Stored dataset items
────

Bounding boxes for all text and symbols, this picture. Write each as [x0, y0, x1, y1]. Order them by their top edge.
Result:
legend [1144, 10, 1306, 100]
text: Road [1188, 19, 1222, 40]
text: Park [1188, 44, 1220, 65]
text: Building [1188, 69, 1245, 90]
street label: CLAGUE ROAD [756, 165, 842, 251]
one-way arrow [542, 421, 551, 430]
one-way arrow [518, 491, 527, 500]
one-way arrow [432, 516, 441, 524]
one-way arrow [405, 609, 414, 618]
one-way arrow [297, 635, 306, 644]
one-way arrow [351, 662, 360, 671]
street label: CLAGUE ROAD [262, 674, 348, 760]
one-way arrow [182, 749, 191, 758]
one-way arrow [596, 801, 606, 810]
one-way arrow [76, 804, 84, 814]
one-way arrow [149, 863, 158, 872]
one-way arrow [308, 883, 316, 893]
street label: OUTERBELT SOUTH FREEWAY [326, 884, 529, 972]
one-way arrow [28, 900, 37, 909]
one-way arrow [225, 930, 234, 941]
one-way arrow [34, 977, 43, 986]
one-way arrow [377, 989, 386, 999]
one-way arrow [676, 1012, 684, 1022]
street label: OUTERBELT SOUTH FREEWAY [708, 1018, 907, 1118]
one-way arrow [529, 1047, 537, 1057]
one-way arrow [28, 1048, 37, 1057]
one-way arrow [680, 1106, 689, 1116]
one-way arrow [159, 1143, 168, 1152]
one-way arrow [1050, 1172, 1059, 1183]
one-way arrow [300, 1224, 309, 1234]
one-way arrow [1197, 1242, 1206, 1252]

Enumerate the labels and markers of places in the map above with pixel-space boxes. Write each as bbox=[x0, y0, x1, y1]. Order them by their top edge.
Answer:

────

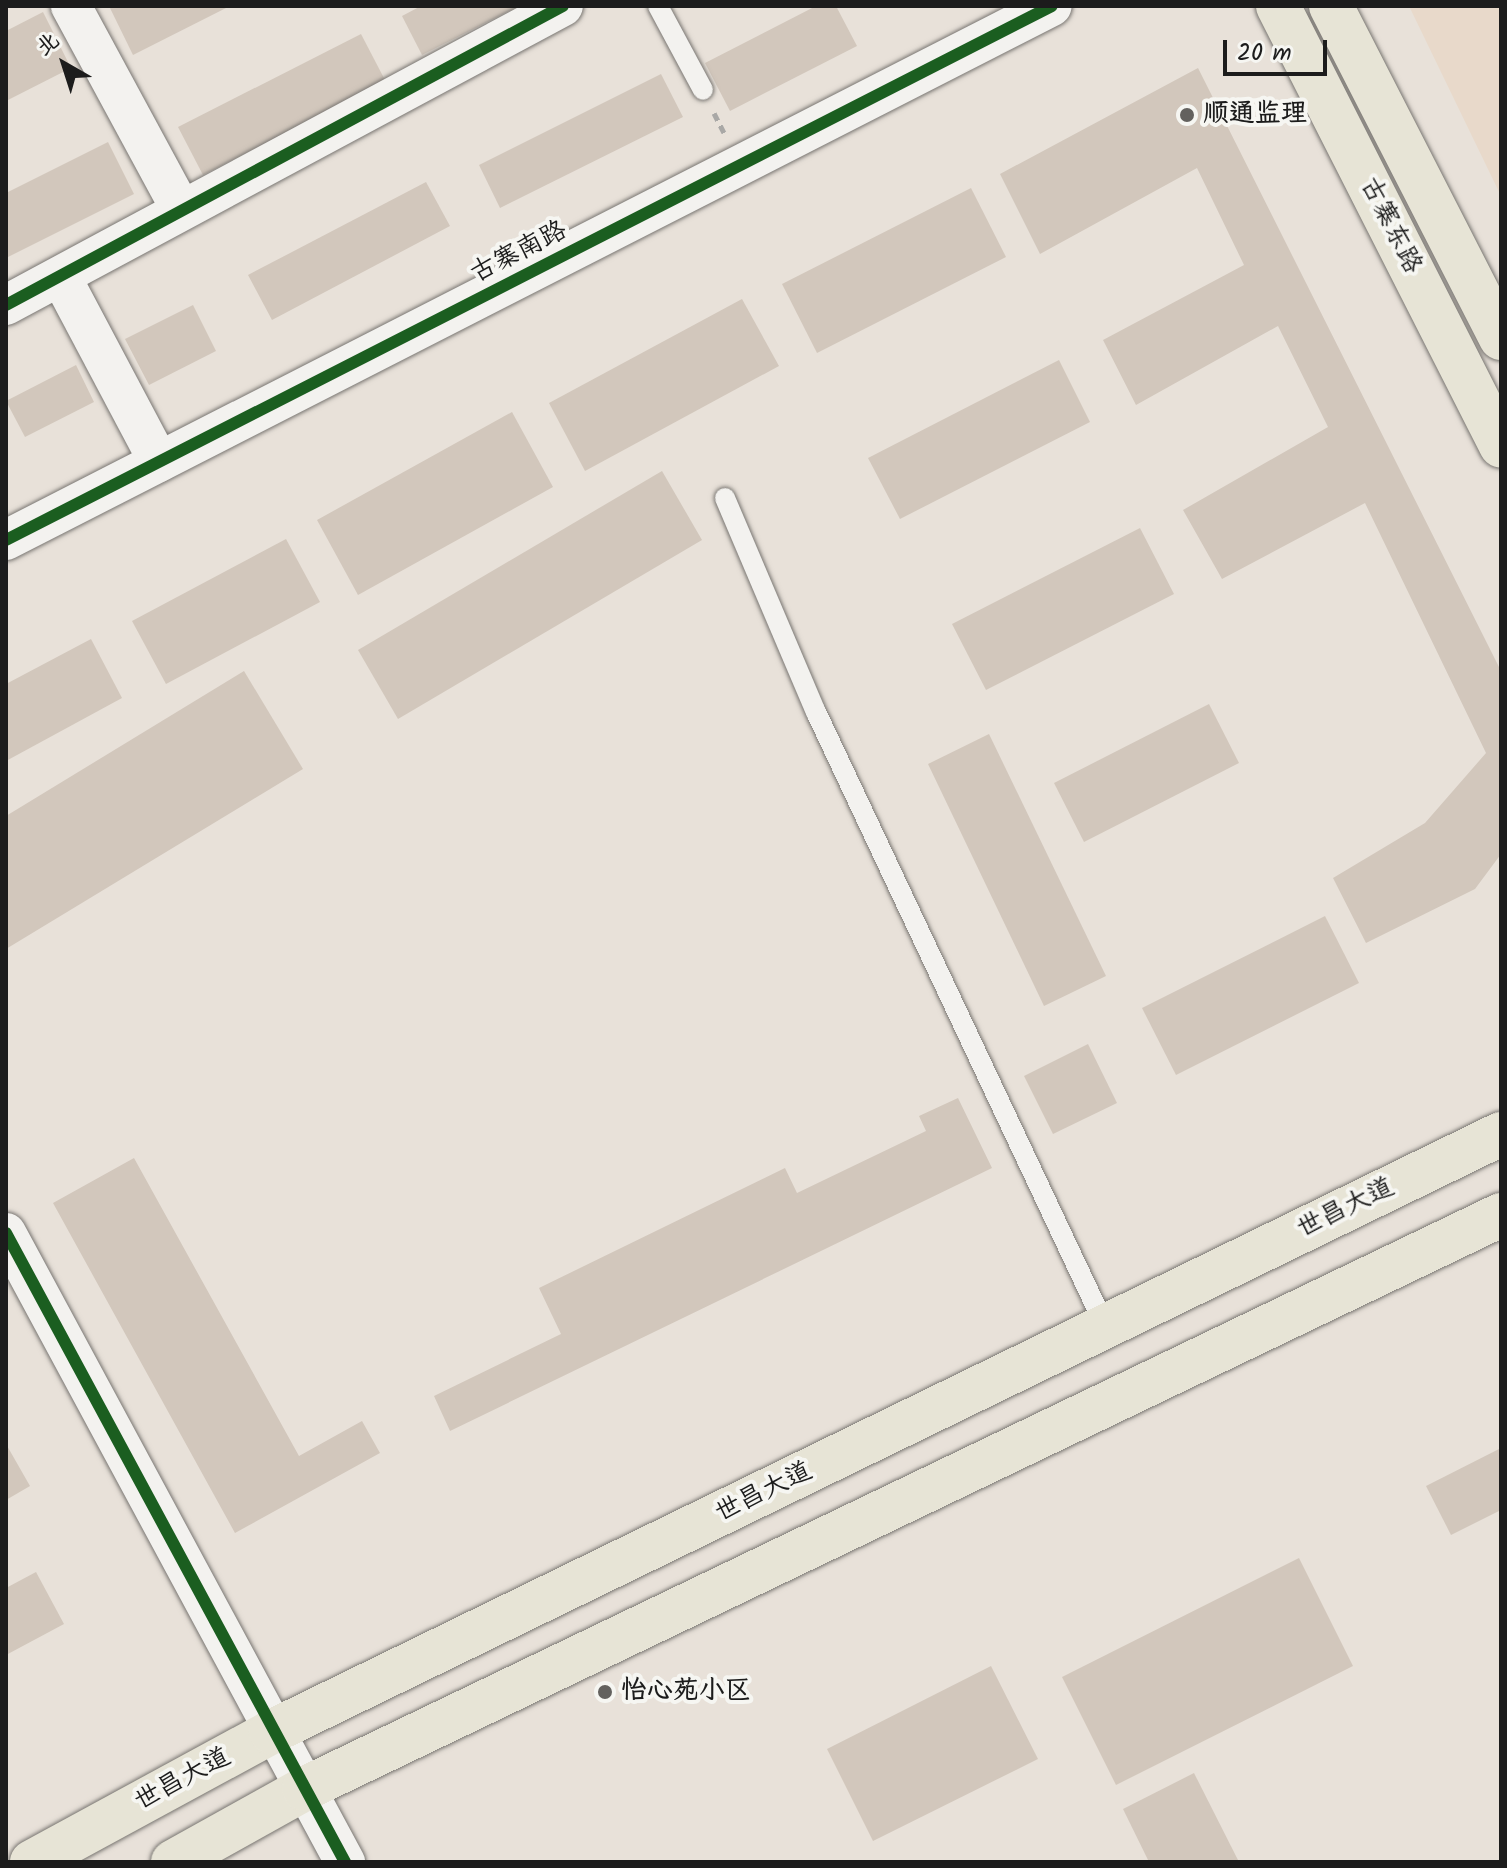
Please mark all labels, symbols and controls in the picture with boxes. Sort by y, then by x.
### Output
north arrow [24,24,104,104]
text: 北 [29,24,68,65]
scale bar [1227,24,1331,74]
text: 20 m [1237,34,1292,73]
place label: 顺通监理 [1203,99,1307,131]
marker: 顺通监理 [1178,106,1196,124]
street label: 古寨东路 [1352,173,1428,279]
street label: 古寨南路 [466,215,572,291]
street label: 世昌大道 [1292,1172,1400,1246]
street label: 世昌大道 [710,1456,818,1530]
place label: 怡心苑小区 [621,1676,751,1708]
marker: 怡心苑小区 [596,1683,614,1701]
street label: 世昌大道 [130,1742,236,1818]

────

**DIRECTIONS**
Pull out every line of the entries that includes the word "picture".

**ANSWER FOR THIS EXERCISE**
Bounding boxes for all text and symbols, this picture. Write each as [x0, y0, x1, y1]. Order them by their top edge.
Please mark all labels, symbols and controls in the picture with boxes. Sort by y, then by x.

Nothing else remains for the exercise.